Innovative approach brings cell-reprograming therapy for heart failure closer to reality

By Ana Maria Rodriguez

Not too long ago the idea of taking, for instance, a skin cell and transforming it into a muscle cell was unthinkable. About 10 years ago, however, revolutionary research showed that it is indeed possible to reprogram differentiated adult cells into other types fully capable of conducting new functions.

Cell reprogramming is a main interest of the lab of Dr. Todd Rosengart, chair, and professor of the Michael E. DeBakey Department of Surgery at Baylor College of Medicine, whose research focuses on finding innovative therapeutic approaches for heart failure.

“Heart failure remains the leading cause of death from heart disease,” said Rosengart, DeBakey-Bard Chair in Surgery and professor of molecular and cellular biology at Baylor. “Nearly 5 million Americans can be expected to develop advanced congestive heart failure, and heart transplant or mechanical circulatory support implantation currently are the only options for patients with end-stage heart disease.
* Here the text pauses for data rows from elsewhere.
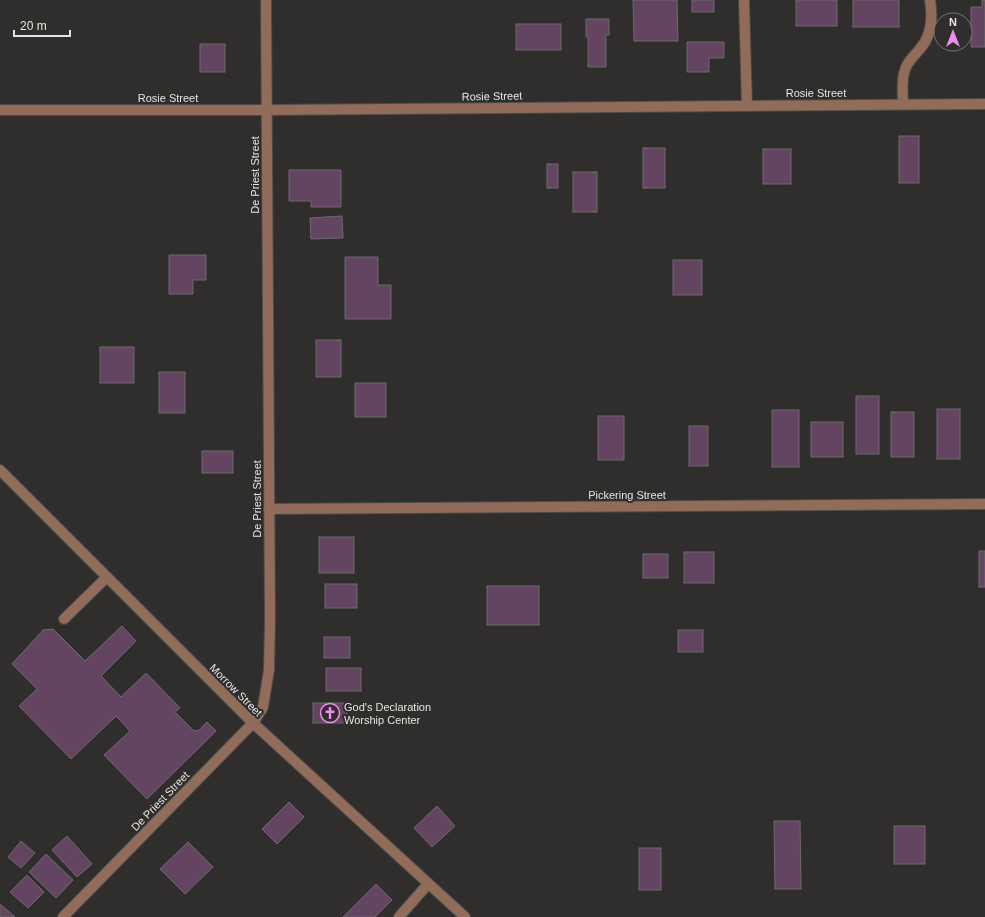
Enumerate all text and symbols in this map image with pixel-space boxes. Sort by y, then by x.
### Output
scale bar [14,12,70,38]
north arrow [933,12,973,52]
text: N [949,16,957,28]
text: 20 m [20,19,47,33]
street label: Rosie Street [786,87,846,99]
street label: Rosie Street [462,89,522,103]
street label: Rosie Street [138,92,198,104]
street label: De Priest Street [249,136,261,214]
street label: De Priest Street [251,460,263,538]
street label: Pickering Street [588,489,666,501]
street label: Morrow Street [207,661,265,719]
place label: God's Declaration Worship Center [344,701,431,726]
church icon: God's Declaration Worship Center [319,702,341,724]
street label: De Priest Street [129,769,191,833]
However, these options are limited. We need to improve how to treat this devastating condition.”

After a heart attack, the parts of the heart muscle that die do not regenerate into new heart tissue; instead, they are replaced by a scar that does not help the heart to beat. “The idea behind cell reprogramming is to coach the heart to heal itself by inducing the scar tissue, which is made mostly of fibroblasts, to change into functional heart muscle,” said Rosengart, professor of heart and vascular disease at the Texas Heart Institute.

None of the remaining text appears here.